Ну все. Сейчас Шварцман либо окончательно ошалеет от моей наглости, и я огребу пожизненный волчий билет, если не хуже, либо наконец-то расколется, зачем я ему потребовался. Я бы на его месте ошалел.
— Я свое отыграл, Олег, — медленно ответил начальник Канцелярии. — Ты многое слышал — значит, наверняка слышал, и что мне осталось недолго. Не так важно, уйду я сам или же мне помогут. Но вот беда — всю жизнь я делал свое дело, хорошее ли, плохое ли, но делал, и при том полагал, что действую на благо своей страны. Да, я предавал, посылал людей на смерть, шел по головам, ломал хребты врагам… Но я всегда помнил, ради чего я живу и борюсь. А вот Сашка Треморов, похоже, и не знал никогда. Для него власть — лишь потребность, такая же, как еда и воздух. Он наслаждается своим могуществом, и ему глубоко наплевать, что станет со страной и людьми. Хранители для него — отличный шанс удержаться у власти, пусть неполноценной, но все равно огромной, и он с радостью продолжит работать на них до самой смерти. Я — нет. Сашка меня знает как облупленного, так что перспектив у меня не просматривается. Скажи мне… Скажи мне, Олег, а станешь ли ты Народным Председателем, если я, лично я, предложу?

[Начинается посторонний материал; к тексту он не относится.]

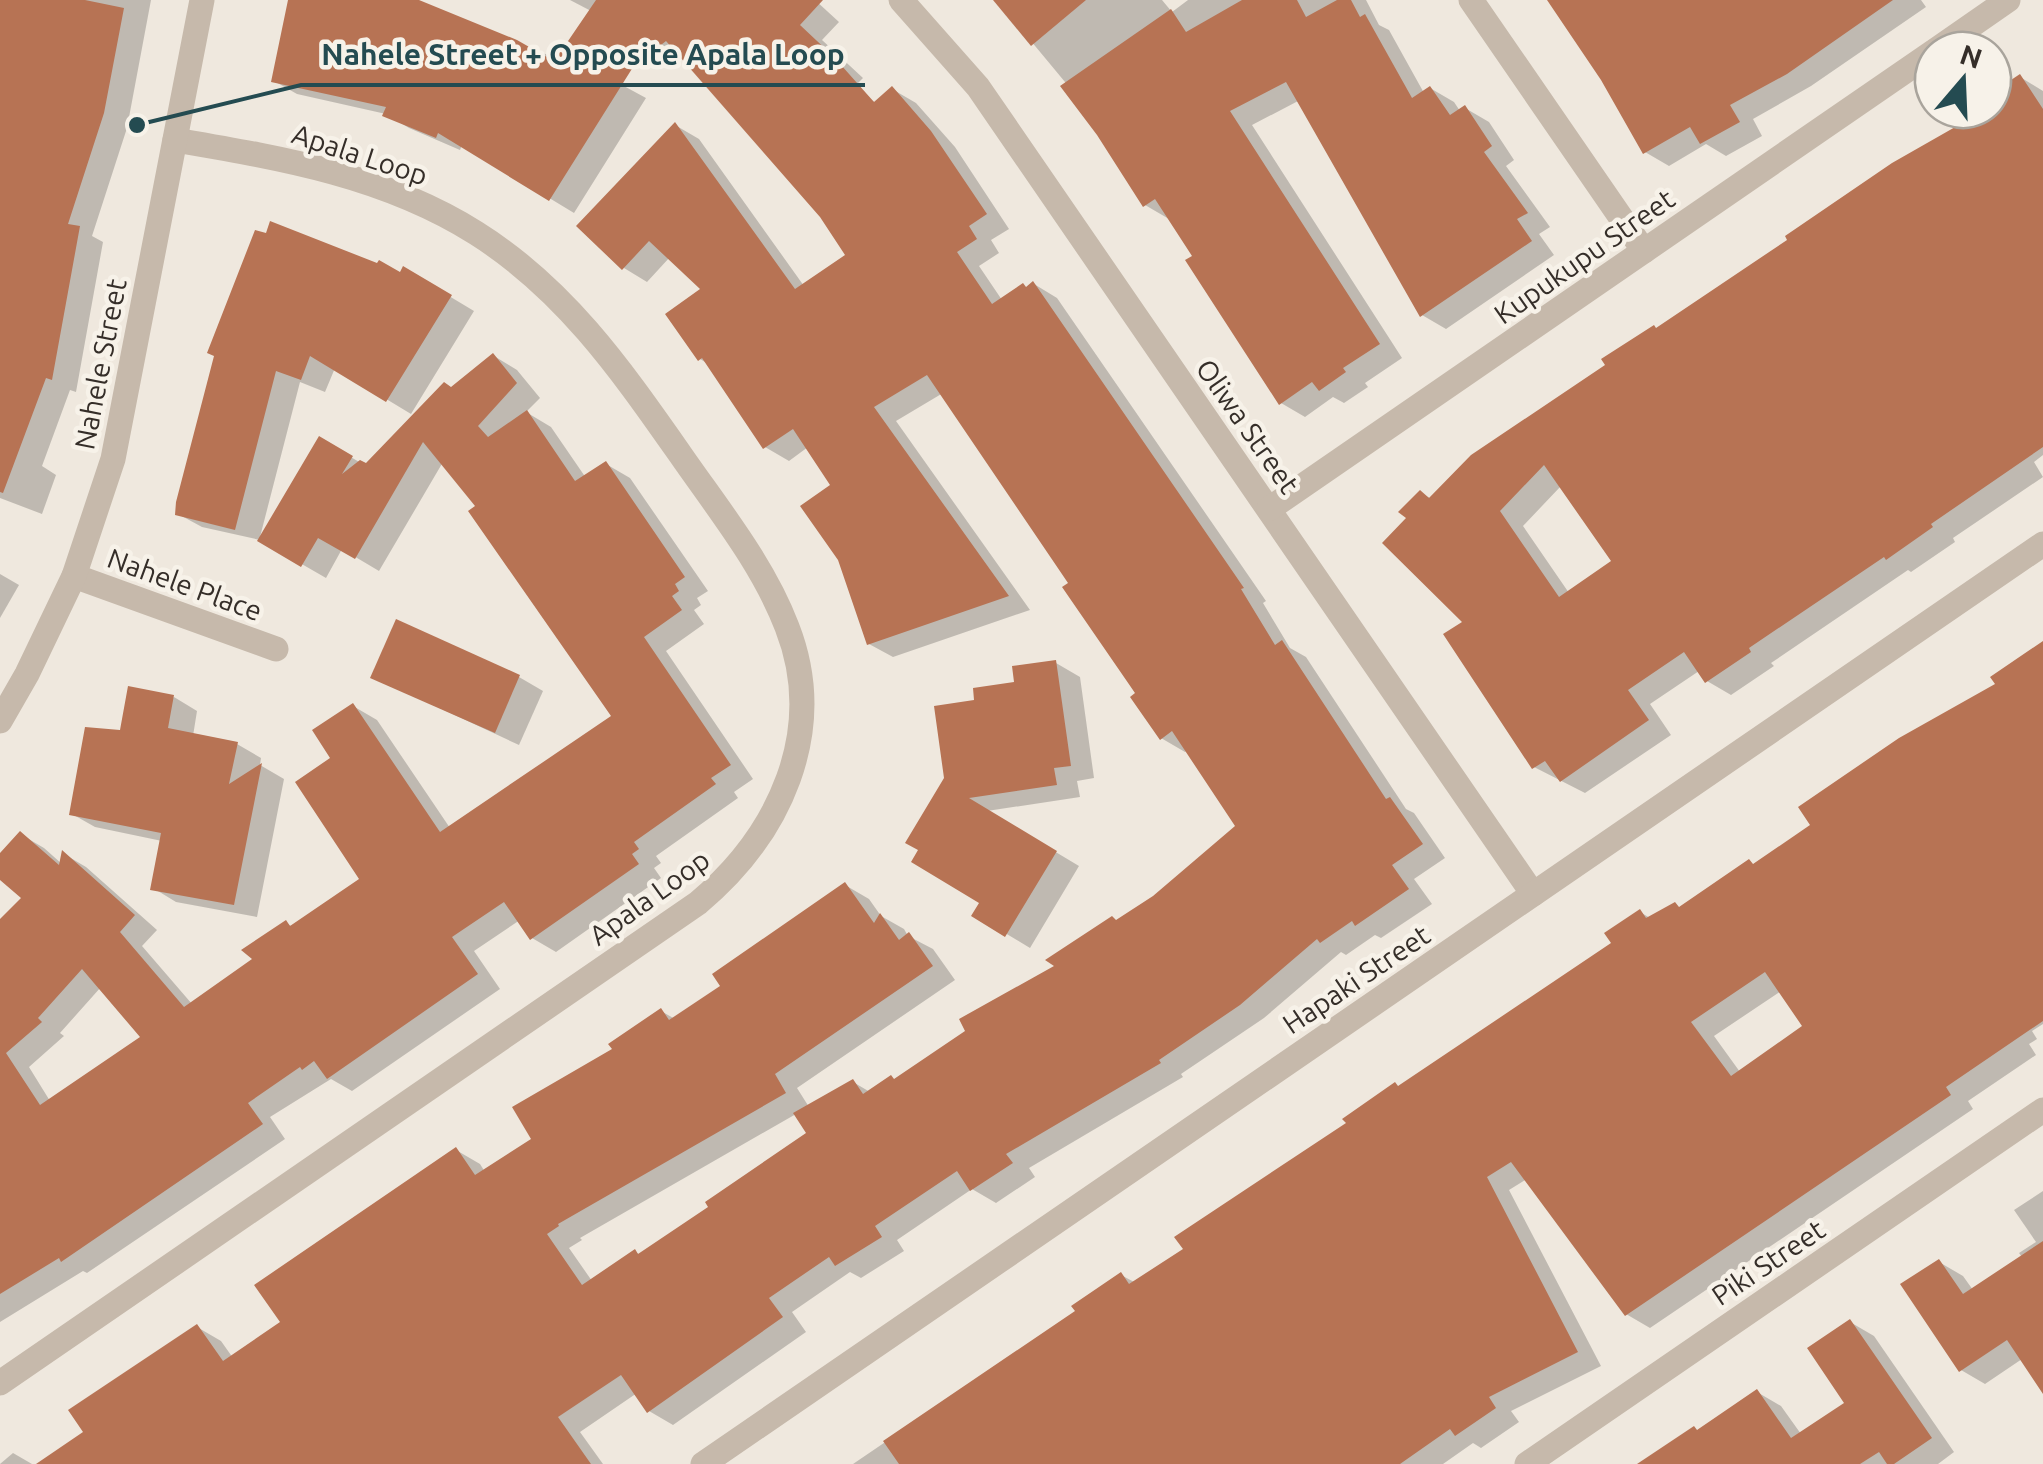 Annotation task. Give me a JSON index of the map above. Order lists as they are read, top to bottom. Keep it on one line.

Олег потер глаза и еще раз прокрутил в голове последнюю фразу собеседника. Нет, все ясно и недвусмысленно. Вот сумасшествие так сумасшествие, подумалось ему. Из завснабов в Нарпреды — ну ничего себе перспективочка! Крыша едет по полной программе. Пан или пропал, вот в чем вопрос. Только уже не Шварцману на него отвечать. Если речь не о провокации — а провоцировать мелкую сошку начальнику Канцелярии совершенно незачем — то он вполне серьезен. Но чтобы сыграть в его игру, потребуется куда больше, чем везение.
Он вздохнул.
— Предположим, я верю, что вы говорите серьезно. Но скажите, Павел Семенович, почему вы предлагаете такое мне? Не верю, что просто за красивые глаза. Мы и знакомы-то меньше года. Наверняка у вас есть немало проверенных и надежных людей, которые понимают в политике куда больше меня. И что делать с Хранителями? Разве они позволят?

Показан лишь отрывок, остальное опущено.